Shopify (SHOP) can maintain its current free cash flow margins even as it becomes a cash taxpayer, with employee headcount expected to remain steady at about 8,000, Oppenheimer said in a note Thursday.
Analysts, including Ken Wong, said that for fiscal 2026, they expect Shopify to sustain high-teens free cash flow margins. The lapping of prior headwinds, including promotional programs and PayPal (PYPL)-related impacts, and revenue from apps and themes, should help offset margin pressure from a growing payments mix.
The company's management also said that artificial intelligence investments are already reflected in gross margins and should not meaningfully weigh on profitability, they added.

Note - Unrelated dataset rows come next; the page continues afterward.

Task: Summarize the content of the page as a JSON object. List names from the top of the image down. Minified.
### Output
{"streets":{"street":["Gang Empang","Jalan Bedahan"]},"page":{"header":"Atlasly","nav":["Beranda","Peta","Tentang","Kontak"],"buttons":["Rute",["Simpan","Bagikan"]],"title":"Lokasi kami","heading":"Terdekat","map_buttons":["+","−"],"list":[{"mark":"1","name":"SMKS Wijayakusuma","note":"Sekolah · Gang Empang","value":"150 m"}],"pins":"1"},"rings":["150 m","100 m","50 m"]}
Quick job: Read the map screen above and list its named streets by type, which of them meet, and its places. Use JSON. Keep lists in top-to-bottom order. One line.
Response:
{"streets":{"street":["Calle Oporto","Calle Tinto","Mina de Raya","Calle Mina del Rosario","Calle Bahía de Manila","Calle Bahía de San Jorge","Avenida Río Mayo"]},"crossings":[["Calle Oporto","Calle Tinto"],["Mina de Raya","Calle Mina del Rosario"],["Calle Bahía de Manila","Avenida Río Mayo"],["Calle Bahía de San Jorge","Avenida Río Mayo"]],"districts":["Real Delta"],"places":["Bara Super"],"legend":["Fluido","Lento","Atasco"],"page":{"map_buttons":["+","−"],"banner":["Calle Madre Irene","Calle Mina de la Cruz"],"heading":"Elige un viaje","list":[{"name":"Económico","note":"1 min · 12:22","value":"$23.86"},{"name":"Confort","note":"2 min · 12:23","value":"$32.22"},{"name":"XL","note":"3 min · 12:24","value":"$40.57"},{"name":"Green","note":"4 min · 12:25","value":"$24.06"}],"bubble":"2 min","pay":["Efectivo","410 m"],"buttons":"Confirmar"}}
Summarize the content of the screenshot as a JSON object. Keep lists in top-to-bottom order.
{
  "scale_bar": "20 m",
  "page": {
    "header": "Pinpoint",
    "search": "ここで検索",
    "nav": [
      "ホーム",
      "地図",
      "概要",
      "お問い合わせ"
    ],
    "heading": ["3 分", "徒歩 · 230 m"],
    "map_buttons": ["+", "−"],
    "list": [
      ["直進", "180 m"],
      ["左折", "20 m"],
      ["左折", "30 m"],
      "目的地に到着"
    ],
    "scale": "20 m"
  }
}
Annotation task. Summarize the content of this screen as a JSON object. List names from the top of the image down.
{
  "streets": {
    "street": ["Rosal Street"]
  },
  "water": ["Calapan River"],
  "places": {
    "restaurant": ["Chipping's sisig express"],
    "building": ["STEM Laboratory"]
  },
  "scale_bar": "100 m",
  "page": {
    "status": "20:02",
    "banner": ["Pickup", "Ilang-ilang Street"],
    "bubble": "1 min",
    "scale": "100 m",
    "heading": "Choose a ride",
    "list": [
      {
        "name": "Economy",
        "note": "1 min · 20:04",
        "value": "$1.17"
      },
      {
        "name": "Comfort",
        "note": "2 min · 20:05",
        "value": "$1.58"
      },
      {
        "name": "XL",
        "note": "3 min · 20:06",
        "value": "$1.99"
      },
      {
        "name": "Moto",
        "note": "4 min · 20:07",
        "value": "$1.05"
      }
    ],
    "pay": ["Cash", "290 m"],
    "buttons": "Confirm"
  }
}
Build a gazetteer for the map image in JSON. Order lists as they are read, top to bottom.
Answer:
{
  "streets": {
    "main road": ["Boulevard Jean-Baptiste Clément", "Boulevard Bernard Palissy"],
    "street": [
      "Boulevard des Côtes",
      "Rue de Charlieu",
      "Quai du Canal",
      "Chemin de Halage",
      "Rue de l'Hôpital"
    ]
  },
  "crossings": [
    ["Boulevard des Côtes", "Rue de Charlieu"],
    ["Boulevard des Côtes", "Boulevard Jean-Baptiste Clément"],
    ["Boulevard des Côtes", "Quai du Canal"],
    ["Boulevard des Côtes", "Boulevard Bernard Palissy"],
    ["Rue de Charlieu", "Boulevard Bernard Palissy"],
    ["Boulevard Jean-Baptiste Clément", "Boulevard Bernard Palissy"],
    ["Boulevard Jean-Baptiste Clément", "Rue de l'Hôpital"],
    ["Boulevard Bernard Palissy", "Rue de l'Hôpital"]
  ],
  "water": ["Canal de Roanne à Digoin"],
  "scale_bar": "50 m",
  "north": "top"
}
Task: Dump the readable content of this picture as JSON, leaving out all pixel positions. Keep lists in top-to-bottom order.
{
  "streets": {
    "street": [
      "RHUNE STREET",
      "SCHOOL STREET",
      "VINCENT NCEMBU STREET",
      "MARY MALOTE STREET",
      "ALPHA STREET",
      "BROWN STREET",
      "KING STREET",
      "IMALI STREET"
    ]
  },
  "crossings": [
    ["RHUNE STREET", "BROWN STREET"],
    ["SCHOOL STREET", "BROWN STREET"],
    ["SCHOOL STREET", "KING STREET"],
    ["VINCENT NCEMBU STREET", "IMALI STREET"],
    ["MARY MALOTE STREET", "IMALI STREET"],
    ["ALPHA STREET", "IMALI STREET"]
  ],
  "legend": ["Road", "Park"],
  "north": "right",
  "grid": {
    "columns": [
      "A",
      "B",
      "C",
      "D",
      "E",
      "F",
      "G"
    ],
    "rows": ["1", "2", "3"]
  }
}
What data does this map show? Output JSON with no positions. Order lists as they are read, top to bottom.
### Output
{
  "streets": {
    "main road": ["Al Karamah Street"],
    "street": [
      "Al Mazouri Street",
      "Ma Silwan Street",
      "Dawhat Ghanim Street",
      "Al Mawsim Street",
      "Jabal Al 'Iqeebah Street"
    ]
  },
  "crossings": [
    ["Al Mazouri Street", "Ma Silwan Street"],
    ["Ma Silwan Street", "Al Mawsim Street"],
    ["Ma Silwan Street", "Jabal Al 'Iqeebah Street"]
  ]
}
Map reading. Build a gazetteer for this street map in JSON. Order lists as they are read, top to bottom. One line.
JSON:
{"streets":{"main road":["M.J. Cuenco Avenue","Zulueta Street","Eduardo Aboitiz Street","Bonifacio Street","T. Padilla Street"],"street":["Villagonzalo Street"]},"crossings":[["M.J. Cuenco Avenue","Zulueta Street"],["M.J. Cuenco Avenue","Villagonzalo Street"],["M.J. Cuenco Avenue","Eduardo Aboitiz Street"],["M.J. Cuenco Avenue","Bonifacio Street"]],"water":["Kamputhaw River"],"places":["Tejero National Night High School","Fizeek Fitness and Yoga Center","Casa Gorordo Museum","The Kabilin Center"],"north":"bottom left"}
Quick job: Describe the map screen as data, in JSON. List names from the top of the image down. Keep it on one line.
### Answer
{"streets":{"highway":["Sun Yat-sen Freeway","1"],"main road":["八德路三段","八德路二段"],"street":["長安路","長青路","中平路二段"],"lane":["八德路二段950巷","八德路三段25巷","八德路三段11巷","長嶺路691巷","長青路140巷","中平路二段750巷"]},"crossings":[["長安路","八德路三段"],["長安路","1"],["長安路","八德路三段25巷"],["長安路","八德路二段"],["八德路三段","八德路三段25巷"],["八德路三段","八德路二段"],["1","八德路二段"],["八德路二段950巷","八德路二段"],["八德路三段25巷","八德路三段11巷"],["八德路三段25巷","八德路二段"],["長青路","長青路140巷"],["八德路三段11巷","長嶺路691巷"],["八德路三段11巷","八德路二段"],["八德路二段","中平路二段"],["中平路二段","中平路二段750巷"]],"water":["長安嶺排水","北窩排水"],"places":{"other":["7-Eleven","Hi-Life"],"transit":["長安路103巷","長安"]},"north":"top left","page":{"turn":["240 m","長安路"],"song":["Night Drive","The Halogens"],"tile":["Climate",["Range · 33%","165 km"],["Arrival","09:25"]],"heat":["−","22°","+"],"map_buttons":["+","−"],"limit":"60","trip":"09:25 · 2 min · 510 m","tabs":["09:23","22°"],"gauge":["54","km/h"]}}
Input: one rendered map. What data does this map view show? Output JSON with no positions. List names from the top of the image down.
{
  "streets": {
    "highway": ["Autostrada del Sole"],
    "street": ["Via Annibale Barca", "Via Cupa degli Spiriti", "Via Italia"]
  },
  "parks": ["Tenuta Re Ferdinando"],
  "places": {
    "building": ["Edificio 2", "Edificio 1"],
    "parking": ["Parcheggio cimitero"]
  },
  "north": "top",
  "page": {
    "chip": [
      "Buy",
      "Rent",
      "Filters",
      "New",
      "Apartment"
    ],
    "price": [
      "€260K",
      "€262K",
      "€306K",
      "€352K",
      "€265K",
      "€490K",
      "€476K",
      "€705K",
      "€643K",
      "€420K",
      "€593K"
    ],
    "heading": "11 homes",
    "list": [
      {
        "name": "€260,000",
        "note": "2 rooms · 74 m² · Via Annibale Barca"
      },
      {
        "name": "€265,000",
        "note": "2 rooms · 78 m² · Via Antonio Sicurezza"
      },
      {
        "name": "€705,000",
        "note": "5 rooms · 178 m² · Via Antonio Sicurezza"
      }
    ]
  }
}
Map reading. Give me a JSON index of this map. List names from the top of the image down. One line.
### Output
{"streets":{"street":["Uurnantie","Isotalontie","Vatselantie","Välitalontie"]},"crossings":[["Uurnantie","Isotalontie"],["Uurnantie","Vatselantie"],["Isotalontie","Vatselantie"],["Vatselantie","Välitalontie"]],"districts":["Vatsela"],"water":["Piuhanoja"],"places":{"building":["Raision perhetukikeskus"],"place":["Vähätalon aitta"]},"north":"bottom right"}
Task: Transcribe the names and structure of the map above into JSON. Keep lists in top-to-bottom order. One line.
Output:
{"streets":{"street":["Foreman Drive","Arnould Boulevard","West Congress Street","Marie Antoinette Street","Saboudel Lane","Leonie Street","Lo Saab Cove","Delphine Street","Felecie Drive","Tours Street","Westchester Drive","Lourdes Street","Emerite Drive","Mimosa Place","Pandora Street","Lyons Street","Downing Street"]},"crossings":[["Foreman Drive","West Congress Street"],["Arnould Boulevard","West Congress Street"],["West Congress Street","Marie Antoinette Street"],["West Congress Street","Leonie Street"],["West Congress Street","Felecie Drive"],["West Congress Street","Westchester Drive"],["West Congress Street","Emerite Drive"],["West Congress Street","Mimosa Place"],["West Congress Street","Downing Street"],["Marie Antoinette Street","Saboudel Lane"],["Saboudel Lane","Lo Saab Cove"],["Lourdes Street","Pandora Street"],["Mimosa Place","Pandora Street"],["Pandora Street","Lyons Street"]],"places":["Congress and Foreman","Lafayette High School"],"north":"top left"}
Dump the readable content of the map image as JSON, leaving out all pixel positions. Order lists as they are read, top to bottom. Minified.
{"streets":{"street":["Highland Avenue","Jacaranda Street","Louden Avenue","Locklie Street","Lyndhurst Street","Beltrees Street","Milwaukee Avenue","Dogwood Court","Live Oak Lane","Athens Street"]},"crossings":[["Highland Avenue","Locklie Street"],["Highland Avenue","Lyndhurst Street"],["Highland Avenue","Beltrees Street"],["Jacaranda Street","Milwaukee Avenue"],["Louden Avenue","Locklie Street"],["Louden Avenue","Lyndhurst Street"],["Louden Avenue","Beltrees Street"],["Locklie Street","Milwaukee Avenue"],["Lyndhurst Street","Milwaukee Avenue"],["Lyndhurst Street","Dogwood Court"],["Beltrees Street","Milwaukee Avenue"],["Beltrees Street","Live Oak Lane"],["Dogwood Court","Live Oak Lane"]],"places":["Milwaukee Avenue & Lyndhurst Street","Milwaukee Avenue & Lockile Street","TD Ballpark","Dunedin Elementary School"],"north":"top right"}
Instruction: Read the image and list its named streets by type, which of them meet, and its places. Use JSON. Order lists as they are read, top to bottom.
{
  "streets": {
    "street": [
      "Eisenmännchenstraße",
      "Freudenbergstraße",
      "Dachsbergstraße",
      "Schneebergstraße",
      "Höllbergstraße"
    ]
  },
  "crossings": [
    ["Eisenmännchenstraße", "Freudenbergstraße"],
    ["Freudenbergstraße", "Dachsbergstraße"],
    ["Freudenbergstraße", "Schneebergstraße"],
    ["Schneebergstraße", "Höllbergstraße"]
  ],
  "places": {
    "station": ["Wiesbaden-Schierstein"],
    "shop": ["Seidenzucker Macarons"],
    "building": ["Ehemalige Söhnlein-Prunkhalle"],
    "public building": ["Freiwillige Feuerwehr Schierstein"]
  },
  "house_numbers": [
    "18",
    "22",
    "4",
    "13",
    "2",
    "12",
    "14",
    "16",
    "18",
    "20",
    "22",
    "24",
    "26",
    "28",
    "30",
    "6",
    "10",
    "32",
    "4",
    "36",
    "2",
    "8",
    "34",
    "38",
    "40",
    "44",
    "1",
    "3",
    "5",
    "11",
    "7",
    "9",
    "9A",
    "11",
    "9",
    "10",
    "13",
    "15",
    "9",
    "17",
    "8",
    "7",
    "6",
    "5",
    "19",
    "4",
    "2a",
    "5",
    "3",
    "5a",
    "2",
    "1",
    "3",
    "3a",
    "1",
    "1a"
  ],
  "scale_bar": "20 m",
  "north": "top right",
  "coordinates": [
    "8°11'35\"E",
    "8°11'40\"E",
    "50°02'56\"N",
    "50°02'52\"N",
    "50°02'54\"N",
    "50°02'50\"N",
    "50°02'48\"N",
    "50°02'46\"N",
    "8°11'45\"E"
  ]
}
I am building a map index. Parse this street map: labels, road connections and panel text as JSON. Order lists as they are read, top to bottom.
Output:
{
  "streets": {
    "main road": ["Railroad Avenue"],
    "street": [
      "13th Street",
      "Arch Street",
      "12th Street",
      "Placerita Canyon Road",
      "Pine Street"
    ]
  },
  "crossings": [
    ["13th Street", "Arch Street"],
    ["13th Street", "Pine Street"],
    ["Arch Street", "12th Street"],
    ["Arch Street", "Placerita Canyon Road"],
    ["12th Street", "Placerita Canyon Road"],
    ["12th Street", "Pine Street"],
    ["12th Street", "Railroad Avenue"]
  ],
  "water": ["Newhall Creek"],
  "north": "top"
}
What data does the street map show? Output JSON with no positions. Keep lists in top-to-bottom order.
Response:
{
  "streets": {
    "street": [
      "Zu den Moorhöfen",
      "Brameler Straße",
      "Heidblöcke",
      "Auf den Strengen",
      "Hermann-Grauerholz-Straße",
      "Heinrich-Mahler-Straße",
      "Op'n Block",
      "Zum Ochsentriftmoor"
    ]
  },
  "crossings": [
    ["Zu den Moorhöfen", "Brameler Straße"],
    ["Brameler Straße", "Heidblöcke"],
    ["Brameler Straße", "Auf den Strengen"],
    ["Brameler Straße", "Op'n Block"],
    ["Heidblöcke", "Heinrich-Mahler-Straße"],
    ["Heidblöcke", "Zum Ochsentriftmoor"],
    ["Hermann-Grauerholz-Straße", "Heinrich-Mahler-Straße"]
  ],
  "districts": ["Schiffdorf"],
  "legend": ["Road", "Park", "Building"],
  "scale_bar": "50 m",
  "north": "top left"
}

Some investors see a risk that Q1 operating expenses could rise faster than expected, as Q1 typically has the highest customer acquisition costs. Management contextualized recent media reports about layoffs, saying that they reflect routine resource reallocation efforts, not a reduction in force, or RiF. Overall, Shopify's headcount is expected to remain stable at around 8,000 employees, the analysts said.
"We are confident in Shopify's multi-year growth potential. Shopify is a generational technology disruptor in a large and underpenetrated Digital Commerce opportunity," the analysts added.
Oppenheimer has an outperform rating and a $200 price target on Shopify.